> _Your task_
Every record below must come back exactly as written, with the images dropped.

> _Stored items_
────────

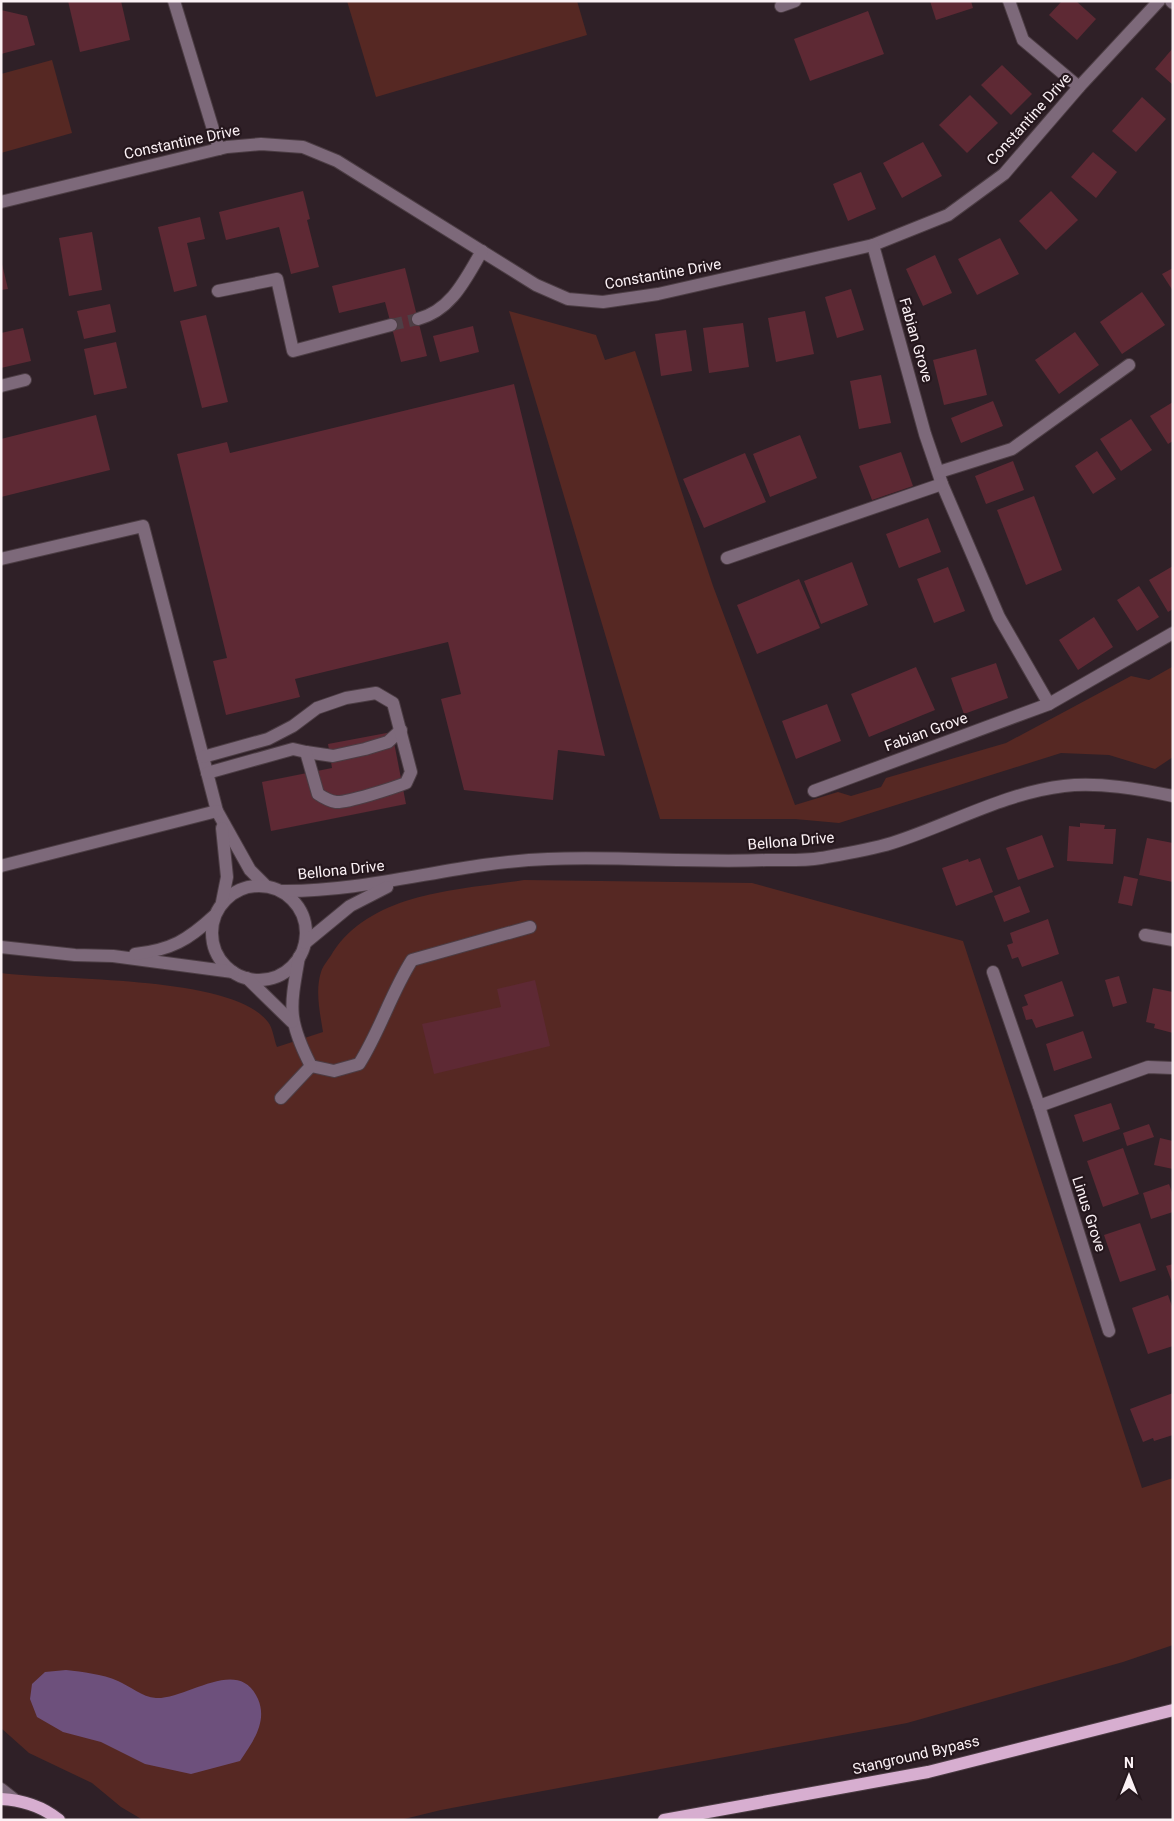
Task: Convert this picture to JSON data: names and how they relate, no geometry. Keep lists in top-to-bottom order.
{
  "streets": {
    "main road": ["Stanground Bypass"],
    "street": [
      "Constantine Drive",
      "Fabian Grove",
      "Bellona Drive",
      "Linus Grove"
    ]
  },
  "crossings": [
    ["Constantine Drive", "Fabian Grove"]
  ],
  "north": "top"
}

────────

> _Finished task_
Task: Convert this picture to JSON data: names and how they relate, no geometry. Keep lists in top-to-bottom order.
{
  "streets": {
    "main road": ["Stanground Bypass"],
    "street": [
      "Constantine Drive",
      "Fabian Grove",
      "Bellona Drive",
      "Linus Grove"
    ]
  },
  "crossings": [
    ["Constantine Drive", "Fabian Grove"]
  ],
  "north": "top"
}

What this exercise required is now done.